The first thing that strikes you about Picnic the Restaurant in Fair Lawn’s Radburn section is its elegance. The Italian chairs are upholstered and very comfortable, the lighting just right.
At one end is a credenza where regular diners store wine for the next visit. Mirrors reflect white-clothed tables with salt cellars and good tableware.
And then there’s the food, which can compete with anything served in New York or London’s posh restaurants.
Executive Chef Christine Nunn, a third generation Radburn native, began her career as a writer in New York, but after 9/11, she said she wanted to do something she loved–cooking. Her mother had been a big fan of Julia Child's and as a child, Christine watched Child’s TV show daily.
So Nunn gave up writing and went to the Culinary Institute of America, graduating in 2003. She was named the school’s top chef, an honor which earned her a trip to the Aspen Food and Wine Festival where she rubbed elbows with the nation’s culinary stars.
“Then it occurred to me that I had to get a job,” she recalled in an interview. She found a want ad on the Culinary Institute’s site to cater five UN parties. She really had no Manhattan kitchen but she got the job and began catering for UN missions. “Their apartments are great but they have postage stamp kitchens.”

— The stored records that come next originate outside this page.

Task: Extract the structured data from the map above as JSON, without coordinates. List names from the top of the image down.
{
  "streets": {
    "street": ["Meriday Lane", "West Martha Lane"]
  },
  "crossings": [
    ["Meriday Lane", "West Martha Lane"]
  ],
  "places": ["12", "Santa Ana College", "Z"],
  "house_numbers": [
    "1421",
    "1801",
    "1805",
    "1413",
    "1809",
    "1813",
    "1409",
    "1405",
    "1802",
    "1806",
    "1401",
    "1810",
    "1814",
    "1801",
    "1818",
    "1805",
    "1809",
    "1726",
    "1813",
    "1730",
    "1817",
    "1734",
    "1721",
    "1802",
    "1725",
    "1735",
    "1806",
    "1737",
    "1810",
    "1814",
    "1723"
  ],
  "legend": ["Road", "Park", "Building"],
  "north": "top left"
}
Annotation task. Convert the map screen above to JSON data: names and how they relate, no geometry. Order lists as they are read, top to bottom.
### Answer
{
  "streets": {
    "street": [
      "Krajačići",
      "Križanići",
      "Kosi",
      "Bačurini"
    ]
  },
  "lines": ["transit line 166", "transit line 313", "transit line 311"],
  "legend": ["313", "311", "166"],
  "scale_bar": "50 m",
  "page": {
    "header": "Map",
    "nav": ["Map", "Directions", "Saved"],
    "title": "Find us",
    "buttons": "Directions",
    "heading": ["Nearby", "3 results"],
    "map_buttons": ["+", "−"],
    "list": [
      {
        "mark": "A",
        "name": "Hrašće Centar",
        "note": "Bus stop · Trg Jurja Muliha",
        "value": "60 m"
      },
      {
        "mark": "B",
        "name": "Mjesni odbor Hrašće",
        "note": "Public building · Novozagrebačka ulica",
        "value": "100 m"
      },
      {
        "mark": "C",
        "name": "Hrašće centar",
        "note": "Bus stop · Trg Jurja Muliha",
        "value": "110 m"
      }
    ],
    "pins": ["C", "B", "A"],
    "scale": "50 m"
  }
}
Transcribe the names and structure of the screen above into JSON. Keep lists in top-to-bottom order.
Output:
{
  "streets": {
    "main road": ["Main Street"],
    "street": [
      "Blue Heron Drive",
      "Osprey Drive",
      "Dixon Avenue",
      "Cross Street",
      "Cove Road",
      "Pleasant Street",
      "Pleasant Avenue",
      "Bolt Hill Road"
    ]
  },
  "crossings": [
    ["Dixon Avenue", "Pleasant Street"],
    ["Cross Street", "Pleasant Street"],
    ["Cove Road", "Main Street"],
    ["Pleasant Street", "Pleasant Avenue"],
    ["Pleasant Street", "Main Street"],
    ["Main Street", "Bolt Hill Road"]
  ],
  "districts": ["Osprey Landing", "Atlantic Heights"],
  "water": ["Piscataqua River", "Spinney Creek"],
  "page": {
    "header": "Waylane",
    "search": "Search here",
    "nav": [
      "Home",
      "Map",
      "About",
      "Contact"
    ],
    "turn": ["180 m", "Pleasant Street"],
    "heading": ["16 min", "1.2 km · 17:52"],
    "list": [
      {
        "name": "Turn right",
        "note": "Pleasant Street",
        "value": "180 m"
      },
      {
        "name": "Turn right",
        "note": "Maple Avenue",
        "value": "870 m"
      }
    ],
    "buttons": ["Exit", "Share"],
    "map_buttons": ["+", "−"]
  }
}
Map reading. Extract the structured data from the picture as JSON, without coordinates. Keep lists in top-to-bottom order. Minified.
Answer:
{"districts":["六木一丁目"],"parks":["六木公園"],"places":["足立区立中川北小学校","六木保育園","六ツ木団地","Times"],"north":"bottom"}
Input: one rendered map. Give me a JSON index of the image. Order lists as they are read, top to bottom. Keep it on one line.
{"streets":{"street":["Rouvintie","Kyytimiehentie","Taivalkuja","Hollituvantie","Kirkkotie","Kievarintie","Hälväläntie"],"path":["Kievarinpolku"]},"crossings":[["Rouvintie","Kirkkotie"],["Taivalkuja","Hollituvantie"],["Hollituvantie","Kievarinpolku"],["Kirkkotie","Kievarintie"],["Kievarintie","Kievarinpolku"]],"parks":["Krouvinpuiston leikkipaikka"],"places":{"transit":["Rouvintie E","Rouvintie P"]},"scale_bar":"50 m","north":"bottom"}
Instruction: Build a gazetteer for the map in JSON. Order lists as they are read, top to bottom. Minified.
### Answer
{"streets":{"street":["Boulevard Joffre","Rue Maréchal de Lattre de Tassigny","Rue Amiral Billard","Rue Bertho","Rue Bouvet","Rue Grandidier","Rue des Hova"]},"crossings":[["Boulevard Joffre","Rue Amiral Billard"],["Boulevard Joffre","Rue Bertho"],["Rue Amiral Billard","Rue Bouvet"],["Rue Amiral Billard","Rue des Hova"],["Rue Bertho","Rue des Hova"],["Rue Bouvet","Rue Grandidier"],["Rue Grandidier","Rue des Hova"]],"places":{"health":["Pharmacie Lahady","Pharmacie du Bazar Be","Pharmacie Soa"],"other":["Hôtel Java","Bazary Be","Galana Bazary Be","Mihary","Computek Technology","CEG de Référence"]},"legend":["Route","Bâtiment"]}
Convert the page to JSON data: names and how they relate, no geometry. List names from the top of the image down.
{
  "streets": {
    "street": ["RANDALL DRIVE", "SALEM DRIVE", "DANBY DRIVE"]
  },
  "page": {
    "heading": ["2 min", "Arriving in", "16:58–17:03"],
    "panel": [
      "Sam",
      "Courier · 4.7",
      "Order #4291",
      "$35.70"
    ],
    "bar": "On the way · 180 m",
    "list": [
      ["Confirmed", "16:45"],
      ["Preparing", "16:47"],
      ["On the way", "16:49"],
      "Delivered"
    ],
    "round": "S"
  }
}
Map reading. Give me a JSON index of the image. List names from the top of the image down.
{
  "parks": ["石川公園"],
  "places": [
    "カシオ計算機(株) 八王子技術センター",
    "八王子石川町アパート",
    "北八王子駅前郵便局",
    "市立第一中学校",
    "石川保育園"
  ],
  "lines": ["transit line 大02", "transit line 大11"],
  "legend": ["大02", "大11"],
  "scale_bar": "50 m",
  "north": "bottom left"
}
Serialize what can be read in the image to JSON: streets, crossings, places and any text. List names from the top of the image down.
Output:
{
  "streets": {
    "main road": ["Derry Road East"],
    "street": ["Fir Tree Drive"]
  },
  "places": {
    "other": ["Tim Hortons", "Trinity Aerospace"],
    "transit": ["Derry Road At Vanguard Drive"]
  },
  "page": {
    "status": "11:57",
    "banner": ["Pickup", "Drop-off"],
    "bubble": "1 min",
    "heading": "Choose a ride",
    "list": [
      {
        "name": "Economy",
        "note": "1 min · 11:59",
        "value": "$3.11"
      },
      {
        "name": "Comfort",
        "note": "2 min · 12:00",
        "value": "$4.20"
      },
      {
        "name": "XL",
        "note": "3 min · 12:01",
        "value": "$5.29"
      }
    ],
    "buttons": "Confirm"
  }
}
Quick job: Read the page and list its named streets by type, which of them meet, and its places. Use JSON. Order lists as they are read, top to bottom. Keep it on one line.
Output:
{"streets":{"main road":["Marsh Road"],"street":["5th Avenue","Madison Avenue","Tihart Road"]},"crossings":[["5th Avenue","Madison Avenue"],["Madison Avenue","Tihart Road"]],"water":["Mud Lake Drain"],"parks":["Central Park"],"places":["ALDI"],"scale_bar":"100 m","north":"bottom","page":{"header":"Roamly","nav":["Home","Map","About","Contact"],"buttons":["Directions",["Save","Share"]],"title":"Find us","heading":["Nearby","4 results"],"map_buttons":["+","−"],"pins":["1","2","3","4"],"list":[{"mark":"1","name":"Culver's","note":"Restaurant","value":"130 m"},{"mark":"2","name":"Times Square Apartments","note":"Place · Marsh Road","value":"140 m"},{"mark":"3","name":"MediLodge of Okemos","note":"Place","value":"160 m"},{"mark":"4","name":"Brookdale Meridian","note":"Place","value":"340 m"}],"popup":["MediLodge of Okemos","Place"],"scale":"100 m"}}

Next, she found a ready-made professional kitchen available in Emerson, NJ, and launched her catering business from there. She also met and married fellow CIA graduate Javier Ordonez, who now serves as sous chef at Picnic. And she became a food critic for the Bergen Record, a job she resigned from after Annabel Schlair, who serves with her on the board of the Radburn Association, suggested they open their own restaurant.
“It would have been awkward to review other restaurants while I was running my own,” she said. Nunn and Schlair took over a spot formerly occupied by Quiznos. It had been stripped of fixtures and left empty.
“It took a long time to do the work that needed to be done,” Nunn said. “And we had a lot of time to think about the details. Annabel did the decorating. I wanted fish knives and good glasses for people who bring their wine.”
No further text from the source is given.